J’ai repris mes valises et j’ai sauté dans le train de New York. L’appartement de Freddy se prêtait mal à une telle situation. Il avait dû tendre une couverture entre l’alcôve d’Annemarie et le studio où il recevait ses clients.  Elle jouait du Mozart quand je suis arrivée.  Quelques mesures de Mozart qu'elle répétait indéfiniment. Elle voulait que j’appelle un certain nombre de personnes parmi lesquelles Margot von Opel. (…) J’ai essayé de la calmer mais elle n’était plus en mesure de m’entendre. J’ai rejoint Freddy et nous avons cherché une solution. Pendant que nous parlions,  Annemarie est entrée dans la salle de bains en courant et la porte a claqué derrière elle. Nous avons attendu, blêmes d’inquiétude. Quand nous avons vu qu'un filet de sang en sortait, Freddy s’est précipité pour tenter de l’ouvrir, en me criant: 
-          Allez vite chercher un médecin. 
(…) Après avoir sonné à plusieurs portes, j’ai fini par obtenir une adresse,  mais le médecin n’était pas à son cabinet. Je suis retournée chez Freddy. Une dizaine de policiers occupaient l’appartement. Annemarie s’est tournée vers moi: 
-          Pourquoi as-tu prévenu la police?
-          Je ne l’ai pas prévenue.  
 J’étais trop épuisée pour m’expliquer davantage. Comme ils voulaient la conduire de force à l’hôpital Bellevue et qu’elle se débattait, j’ai crié avec désespoir:
-      Mais enfin, vous, des policiers,  êtes-vous donc incapables de voir que quelqu'un souffre ou qu'il est blessé? Cette jeune femme est étrangère, loin de chez elle, et comme  nous sommes en guerre, elle ne peut pas rentrer dans son pays, et elle est désespérée. Vous n’avez donc jamais vu  quelqu'un, l’un de vos proches, ou un autre, si profondément désespéré qu'il ne supporte plus de vivre? 
Entre temps, on avait réussi à joindre le médecin personnel d’Annemarie  qui lui suturait le poignet. De sa main valide, elle s’accrochait à moi  (…)  et elle m’a embrassée

-          Merci pour tout,  my Liebling.
C’était la première fois qu'elle m’embrassait et ce fut la dernière. J’ai appris plus tard par Freddy, que les policiers l’avaient traînée dans l’escalier et qu'elle s’accrochait désespérément à la rampe. Un spectacle que je n’aurais pas supporté. A Bellevue, elle s’est montrée la plus douce des patientes, et la plus compréhensive.  Elle découvrait la souffrance des autres et voulait leur venir en aide.  Mais elle m’a écrit qu'elle ne supportait plus la vie de l’hôpital et qu'elle quittait l’Amérique pour Lisbonne.  Elle a fini par rejoindre les Forces Françaises libres et à travailler pour de Gaulle au Congo où un indigène a sculpté une sculpture à son image.
Lorsqu'elle m’a écrit de nouveau, elle m’a appris, à mon grand soulagement qu'elle regagnait la Suisse. Elle possédait à Sils une petite ferme que son père lui avait offerte.
La dernière de ses lettres m’est arrivée de Suisse.

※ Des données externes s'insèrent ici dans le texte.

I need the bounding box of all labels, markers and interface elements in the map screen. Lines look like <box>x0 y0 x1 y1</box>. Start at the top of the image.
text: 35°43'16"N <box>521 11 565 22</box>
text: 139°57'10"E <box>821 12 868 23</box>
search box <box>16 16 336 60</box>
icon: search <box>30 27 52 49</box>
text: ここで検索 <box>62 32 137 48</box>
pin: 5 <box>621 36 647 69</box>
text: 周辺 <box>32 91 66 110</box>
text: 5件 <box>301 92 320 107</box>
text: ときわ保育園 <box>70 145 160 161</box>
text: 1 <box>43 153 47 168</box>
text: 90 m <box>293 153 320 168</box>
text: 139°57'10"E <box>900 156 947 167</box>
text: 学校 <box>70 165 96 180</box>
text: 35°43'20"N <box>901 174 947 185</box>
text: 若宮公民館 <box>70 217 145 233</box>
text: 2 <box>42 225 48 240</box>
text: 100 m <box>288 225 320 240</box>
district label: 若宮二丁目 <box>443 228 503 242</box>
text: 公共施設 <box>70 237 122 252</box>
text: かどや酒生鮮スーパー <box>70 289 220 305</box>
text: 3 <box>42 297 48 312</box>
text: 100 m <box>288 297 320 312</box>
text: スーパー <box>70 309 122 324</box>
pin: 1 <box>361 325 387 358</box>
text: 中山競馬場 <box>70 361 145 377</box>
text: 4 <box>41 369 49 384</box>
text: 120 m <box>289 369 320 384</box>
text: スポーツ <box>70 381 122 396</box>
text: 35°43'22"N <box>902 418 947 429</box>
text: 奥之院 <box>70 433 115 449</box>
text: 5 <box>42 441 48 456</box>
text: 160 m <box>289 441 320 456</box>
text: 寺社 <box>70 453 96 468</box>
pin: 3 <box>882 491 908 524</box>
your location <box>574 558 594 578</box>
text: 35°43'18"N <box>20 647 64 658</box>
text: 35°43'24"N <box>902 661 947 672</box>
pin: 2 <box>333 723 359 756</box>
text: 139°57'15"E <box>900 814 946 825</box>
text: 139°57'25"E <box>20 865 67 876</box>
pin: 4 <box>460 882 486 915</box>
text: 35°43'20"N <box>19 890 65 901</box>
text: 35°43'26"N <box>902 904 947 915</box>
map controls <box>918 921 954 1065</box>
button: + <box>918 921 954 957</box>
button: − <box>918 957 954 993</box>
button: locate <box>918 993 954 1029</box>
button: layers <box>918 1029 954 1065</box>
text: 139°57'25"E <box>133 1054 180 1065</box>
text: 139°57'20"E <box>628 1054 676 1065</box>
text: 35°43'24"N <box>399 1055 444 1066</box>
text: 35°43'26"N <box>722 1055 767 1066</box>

Je veux à jamais te remercier.  Si je retourne un jour en Amérique,  j’aimerais que tu m’autorises à traduire: «Reflets dans  un œil d’or [Le livre lui est dédié].
Il y avait comme une dichotomie en elle. D’un côté la guerre, où elle voulait servir comme correspondante, de l’autre, cette petite ferme de Sils où elle voulait vivre tranquille en écrivant des poèmes.
Klaus Mann m’a télégraphié peu de temps après, pour m’apprendre qu'après une chute de bicyclette qui l’avait entraînée au fond du ravin, Annemarie était dans le coma.  Elle est morte à l’hôpital de Zurich sans avoir repris connaissance.
J’étais seule à Yasso, dans une petite maison.  J’ai eu tout le temps de souffrir et de me souvenir.  Nous avions si souvent parlé de sa dépendance à la morphine, qui avait tant compté pour elle pendant plusieurs années.  Je tiens à dire pourtant qu'en dépit d’un tel handicap,  qui la rendait presque infirme,  elle a brillamment passé son doctorat de philosophie à l’université de Zurich. Je tiens à dire aussi qu'à chaque période de crise elle était là, fidèle, prête à faire ce qu'on attendait d’elle et davantage. Je ne me connais pas d’amie que j’ai autant aimée et dont la mort inattendue m’ait causé un si grand chagrin.  
Illuminations et Nuits Blanches, Carson McCullers (10/18), 2001, 284 pages)
Autobiographie inachevée.
Correspondance de Carson et Reeves McCullers pendant la seconde guerre mondiale.
 Traduit de l’américain par Jacques Tournier.